The Building Tradesman Newspaper

Friday, January 29, 2016

GM Paint Shop project wrapped up with flying colors

By Marty Mulcahy, Editor



FLINT - The colors were scheduled to start spraying this week at General Motors' massive new paint shop on the grounds of the Flint Assembly plant on Van Slyke Rd.

Since construction began in early 2014, a building trades workforce that maxed out at nearly 1,000 Hardhats has been on the site, erecting a building for GM's latest generation of paint shop technology. Gallagher-Kaiser has managed the paint process portion of the project, while Walbridge has been contracted by G-K to design-build the structure.

A relative handful of about 150 tradespeople were working on the paint shop in early January, testing systems, painting, and performing all manner of last-minute items before the building was handed over to GM.

"We're really just wrapping everything up, maybe half of the manpower that is here is focusing on punch-list items," said Michelle Sloop, GM project coordinator for the paint shop project, on Jan. 13. "Overall, through the course of the project, our workforce has been really good; the trades and contractors have done really well for us."

The new paint shop is located on land south of the existing assembly plant, which was built in 1947. The entire site is located on 159 acres, and with the new paint shop, the footprint of the combined GM facilities will be 5.2 million square feet.

The assembly and paint buildings will be connected by a two-story trestle, which will allow for conveyors to move the vehicle bodies to get their new colors. The new paint shop is being built atop the plant's old V-8 engine plant, which was demolished more than a decade ago.

The new technology for paint application allows for faster movement of assembled vehicles through the plant, and uses an environmentally friendly wet-coat paint process. The new paint shop will bring about a 90 percent reduction in landfill sludge, usage of 20 percent less natural gas and 40 percent less electricity, as well as improved air management. GM says the new paint will offer improved sealers and increased corrosion resistance for vehicles.

GM builds heavy-duty Chevrolet and GMC Sierra Crew and regular cab trucks at the plant, and is capable of producing light-duty Chevrolet Silverado Crew and regular cab trucks. The trades have installed some 12 miles of conveyor to move the vehicles around the plant.

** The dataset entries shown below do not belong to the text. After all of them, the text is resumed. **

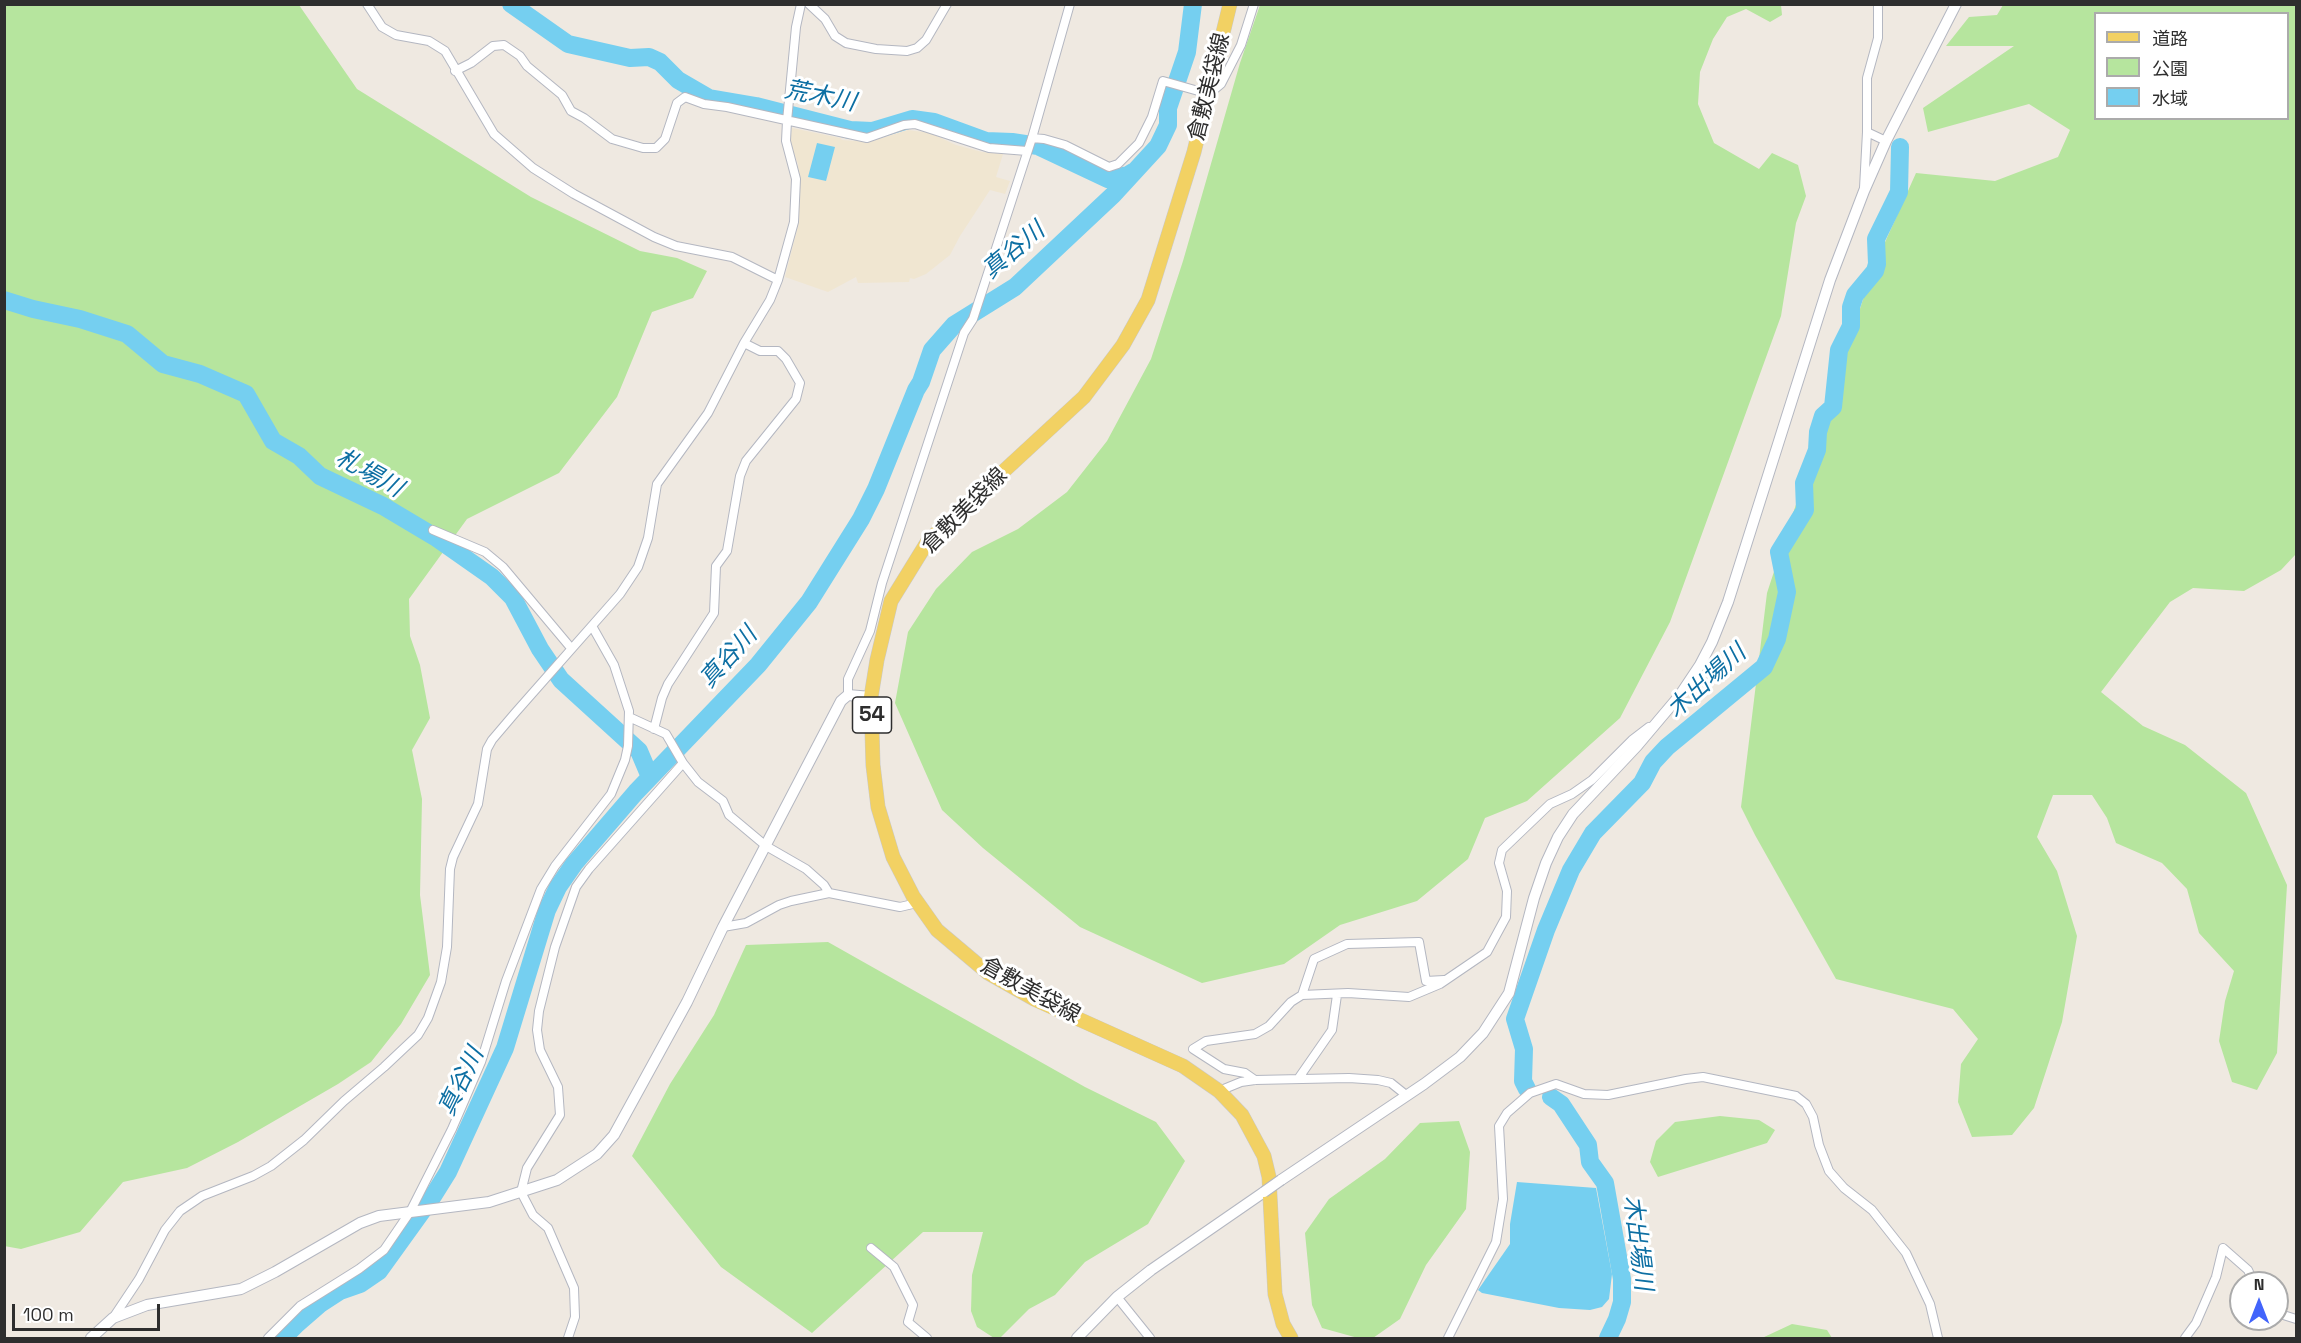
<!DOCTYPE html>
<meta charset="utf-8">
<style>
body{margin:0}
#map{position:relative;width:2301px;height:1343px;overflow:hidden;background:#efe9e1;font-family:"Space Grotesk","Noto Sans JP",sans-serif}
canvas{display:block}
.frame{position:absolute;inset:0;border:6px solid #2e2e2e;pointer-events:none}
.legend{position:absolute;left:2094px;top:12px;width:195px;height:108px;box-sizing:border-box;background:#fff;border:2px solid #ababab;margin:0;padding:8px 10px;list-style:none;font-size:18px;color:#2e2e2e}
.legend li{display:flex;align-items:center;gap:12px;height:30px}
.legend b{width:30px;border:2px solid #ababab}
.north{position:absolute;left:2229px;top:1271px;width:60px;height:60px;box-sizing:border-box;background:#fff;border:2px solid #ababab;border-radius:50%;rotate:0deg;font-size:16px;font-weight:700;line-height:24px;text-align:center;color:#2e2e2e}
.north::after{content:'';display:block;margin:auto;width:21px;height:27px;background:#4264fb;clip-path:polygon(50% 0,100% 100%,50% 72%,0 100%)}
.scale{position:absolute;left:12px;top:1304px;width:148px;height:27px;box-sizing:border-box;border:3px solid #2e2e2e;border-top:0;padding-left:8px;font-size:18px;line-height:21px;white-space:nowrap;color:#2e2e2e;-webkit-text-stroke:4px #fff;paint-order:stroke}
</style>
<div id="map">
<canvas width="2301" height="1343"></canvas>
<div class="frame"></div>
<ul class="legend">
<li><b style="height:8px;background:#f2d163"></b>道路</li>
<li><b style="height:16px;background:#b6e59e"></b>公園</li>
<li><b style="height:16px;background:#75cff0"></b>水域</li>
</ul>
<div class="north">N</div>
<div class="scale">100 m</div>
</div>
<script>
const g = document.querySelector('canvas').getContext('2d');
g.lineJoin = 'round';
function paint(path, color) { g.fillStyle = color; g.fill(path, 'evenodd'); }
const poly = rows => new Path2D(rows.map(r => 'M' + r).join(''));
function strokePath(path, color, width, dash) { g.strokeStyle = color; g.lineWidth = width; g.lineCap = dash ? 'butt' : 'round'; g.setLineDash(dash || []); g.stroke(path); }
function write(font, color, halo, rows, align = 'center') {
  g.font = font + ' "Space Grotesk","Noto Sans JP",sans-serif'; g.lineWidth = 6; g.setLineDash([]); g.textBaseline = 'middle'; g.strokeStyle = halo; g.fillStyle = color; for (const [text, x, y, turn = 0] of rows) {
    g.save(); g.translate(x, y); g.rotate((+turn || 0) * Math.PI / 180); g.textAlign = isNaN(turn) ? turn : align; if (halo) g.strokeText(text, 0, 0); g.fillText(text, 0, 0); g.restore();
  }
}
paint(poly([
 [792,128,840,138,842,140,869,142,908,130,930,133,956,145,982,152,1003,154,996,177,1010,181,1005,194,990,190,960,236,950,255,926,274,914,279,910,278,909,282,858,283,856,277,828,292,785,277,797,230,799,210,798,164,790,144]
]), '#f0e6d1');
paint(poly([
 [4,5,299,5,357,89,531,197,640,251,677,258,707,271,693,298,652,312,617,397,559,473,467,519,409,599,410,636,420,665,430,718,412,750,422,799,420,895,430,975,401,1024,371,1062,338,1084,238,1142,187,1168,123,1182,80,1232,21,1249,4,1246],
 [1260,5,1781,5,1782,15,1770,22,1746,9,1727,17,1713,39,1700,72,1698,104,1714,143,1759,169,1772,153,1798,165,1806,196,1796,223,1781,316,1670,622,1620,718,1527,801,1485,818,1468,859,1417,901,1340,925,1284,964,1202,983,1080,927,983,848,942,810,895,703,908,632,936,589,972,552,1018,529,1067,492,1107,441,1151,359,1183,261,1240,63],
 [2003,5,2296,5,2296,554,2281,570,2244,591,2193,588,2170,602,2101,692,2143,726,2185,745,2246,793,2287,885,2277,1053,2257,1090,2232,1082,2219,1041,2225,1001,2234,971,2199,933,2187,889,2162,863,2116,843,2107,818,2092,795,2053,795,2037,837,2057,871,2077,936,2062,1022,2034,1108,2012,1135,1972,1137,1958,1102,1961,1064,1978,1039,1953,1009,1836,979,1755,835,1741,807,1767,593,1873,269,1916,173,1995,181,2058,157,2070,130,2029,104,1928,132,1923,108,2014,46,1946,46,1969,17,1997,15],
 [2096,14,2288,14,2288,118,2096,118],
 [828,942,1085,1087,1156,1122,1185,1161,1148,1224,1085,1262,1055,1295,1029,1309,1000,1338,994,1338,977,1327,971,1311,972,1275,983,1232,923,1232,812,1333,721,1267,632,1156,670,1084,714,1015,746,945],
 [1720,1116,1759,1120,1775,1130,1767,1143,1658,1177,1650,1162,1656,1141,1675,1122],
 [1459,1121,1470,1152,1466,1209,1426,1265,1400,1319,1373,1338,1358,1338,1322,1328,1312,1305,1305,1233,1329,1199,1385,1159,1420,1123],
 [1792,1324,1827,1330,1832,1338,1762,1338]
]), '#b6e59e');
paint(poly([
 [817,143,835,147,826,181,808,177],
 [1517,1182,1596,1188,1612,1274,1609,1299,1602,1307,1590,1310,1559,1308,1482,1293,1478,1290,1510,1244,1510,1224]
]), '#75cff0');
strokePath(poly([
 [511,4,568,44,630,58,649,57,660,62,678,80,709,98,756,106,850,130,872,131,912,119,934,122,986,141,1012,142,1038,146,1108,179,1128,175,1133,172],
 [4,300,33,309,80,319,127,334,163,364,200,374,246,394,273,441,299,456,320,476,383,506,435,537,492,577,513,598,540,649,561,680,639,751,650,777],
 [1527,1089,1523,1081,1524,1049,1515,1019,1546,930,1571,870,1593,833,1642,783,1653,762,1667,747,1764,667,1777,639,1787,592,1779,552,1805,510,1804,483,1817,450,1818,432,1823,416,1833,407,1839,350,1851,326,1851,307,1855,295,1875,271,1877,264,1876,239,1899,192,1900,147],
 [1551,1097,1561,1104,1588,1145,1590,1162,1605,1183,1622,1279,1622,1302,1617,1319,1608,1338],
 [283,1338,297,1324,320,1304,340,1291,360,1284,379,1271,433,1196,448,1172,505,1048,547,910,558,887,574,864,636,792,758,665,809,602,861,519,876,489,916,390,921,382,932,350,954,325,1015,287,1113,195,1158,146,1168,125,1168,108,1187,52,1193,4]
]), '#75cff0', 18);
const minor = poly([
 [367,4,382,27,396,35,429,41,445,51,494,134,533,168,574,194,654,237,676,246,732,257,778,280],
 [809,4,825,19,835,36,846,43,876,49,907,51,917,48,926,40,947,4],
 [1878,4,1878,38,1867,78,1867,132,1886,141],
 [455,71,471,63,493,46,504,45,520,56,527,66,562,95,571,111,584,118,612,139,643,148,656,148,665,139,677,103,685,97,704,104,727,107,867,138,904,125,915,124,989,148,1027,151],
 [1032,138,1044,139,1065,145,1109,167,1118,164,1139,143,1152,117,1163,81,1209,94,1221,84,1241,45,1254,4],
 [1864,188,1867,132],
 [433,530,485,552,503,567,571,648],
 [848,695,848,679,870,631,882,583,964,333,973,319,1032,138,1070,4],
 [629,717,666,734,683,763,698,782,723,801,729,815,766,846,806,869,824,885,829,893],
 [654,729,662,698,668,684,714,613,716,566,727,551,740,476,746,461,796,399,800,383,786,359,778,351,760,351,744,343],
 [723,927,746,923,779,905,791,901,829,893,900,907,917,903],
 [1302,995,1314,959,1347,944,1419,942,1426,981,1444,980],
 [1298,1079,1332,1030,1337,995],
 [1255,1080,1245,1073,1224,1069,1193,1049,1206,1041,1255,1034,1269,1026,1291,1002,1302,995,1348,993,1409,997,1440,984,1487,952,1506,917,1507,891,1499,863,1502,850,1550,804,1572,794,1592,780,1632,740,1649,727],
 [1219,1091,1241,1082,1255,1080,1349,1078,1378,1080,1391,1083,1406,1095],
 [871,1248,894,1267,913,1305,908,1322,927,1338],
 [1117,1297,1150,1338],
 [2277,1313,2296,1319],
 [113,1318,139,1279,165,1230,180,1211,202,1196,253,1176,271,1166,304,1140,344,1101,384,1067,418,1035,428,1018,441,982,447,947,450,869,453,857,478,804,487,749,492,740,515,713,620,594,638,567,648,538,657,484,708,413,744,343,770,300,778,280,794,222,796,179,786,141,787,121,796,27,801,4],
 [268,1338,300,1306,359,1269,384,1250,410,1212,452,1129,481,1062,506,981,541,889,555,866,611,794,625,760,628,746,629,711,614,665,592,626],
 [568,1338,575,1317,574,1288,548,1228,533,1215,521,1192,527,1168,560,1115,558,1087,540,1050,537,1030,539,1011,555,947,576,887,589,869,683,763],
 [1448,1338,1496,1242,1503,1199,1499,1126,1507,1113,1530,1093,1556,1084,1584,1094,1608,1095,1686,1079,1703,1077,1796,1096,1806,1104,1813,1117,1819,1145,1829,1171,1844,1188,1872,1210,1906,1253,1930,1304,1938,1338],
 [2185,1338,2196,1323,2216,1277,2223,1248,2248,1270,2254,1283]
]);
const tertiary = poly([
 [1281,1180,1424,1084,1460,1057,1483,1033,1509,993,1534,898,1546,863,1558,837,1573,814,1637,746,1680,695,1700,665,1712,642,1728,602,1830,280,1864,191,1886,141,1956,4],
 [91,1338,113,1318,147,1305,241,1289,275,1272,360,1223,379,1216,489,1202,557,1180,597,1154,614,1135,687,1002,723,927,841,701,848,695,871,697],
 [1077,1338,1117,1297,1151,1270,1264,1192]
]);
const primary = poly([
 [1230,4,1194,152,1148,300,1123,345,1084,397,928,541,891,601,877,660,871,697,873,765,878,807,893,857,913,896,937,930,988,973,1034,999,1183,1066,1219,1091,1242,1115,1264,1156,1269,1177,1275,1294,1283,1324,1291,1338]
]);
strokePath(minor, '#b4b7c1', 10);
strokePath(tertiary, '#b4b7c1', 12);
strokePath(primary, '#c9c9c9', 15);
strokePath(minor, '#fff', 8);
strokePath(tertiary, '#fff', 10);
strokePath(primary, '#f2d163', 14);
const tertiaryBridge = poly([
 [1264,1192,1281,1180]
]);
strokePath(tertiaryBridge, '#b4b7c1', 12, []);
strokePath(tertiaryBridge, '#fff', 10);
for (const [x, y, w] of [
 [872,715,39]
]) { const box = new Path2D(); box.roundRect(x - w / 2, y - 18, w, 36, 4.5); g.fillStyle = '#fff'; g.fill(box); strokePath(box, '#2e2e2e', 1.5); }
write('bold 21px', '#2e2e2e', null, [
 ["54",872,715]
]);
write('22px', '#2e2e2e', '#fff', [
 ["倉敷美袋線",1210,87,-76],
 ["倉敷美袋線",965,511,-45],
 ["倉敷美袋線",1030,991,29]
]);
write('italic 24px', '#0d6fa3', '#fff', [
 ["荒木川",820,97,11],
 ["真谷川",1014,251,-40],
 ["札場川",369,474,29],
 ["真谷川",729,658,-48],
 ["木出場川",1707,682,-42],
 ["真谷川",462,1082,-64],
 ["木出場川",1637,1243,83]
]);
</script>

Andrew Donogan, site manager for Gallagher-Kaiser, said despite the size of the plant, the employment of no less than 1.5 million man-hours among tradespeople, and the movement of people and materials throughout the project, "I really can't point to a specific challenge that gave us any real problem. In terms of schedule, worker safety, and the job itself, we're right on target, we had no major setbacks or issues, things went really well."

The Flint plant will be one of four in the nation that will employ GM's new paint technology. "We're really proud of what we have done here," Donogan said, "this plant is going to be a real showcase for GM."

INSTALLING CABLE TRAY for a pump at the nearly complete GM-Flint Paint Shop project is Keith Lane of IBEW Local 948. He’s employed by Superior Electric.

REPLACING AN ACCESS panel on a vehicle body carrier cleaner inside the GM Paint Shop is Dennis Hill of Sheet Metal Workers Local 7. He’s employed by Gallagher-Kaiser.

A BRIGHT SHADE OF YELLOW paint is rolled onto an overhead rail at the GM-Flint Paint Shop by Patrick Ogg of Painters District Council 1-M. He’s employed by Midwest Pro Painting.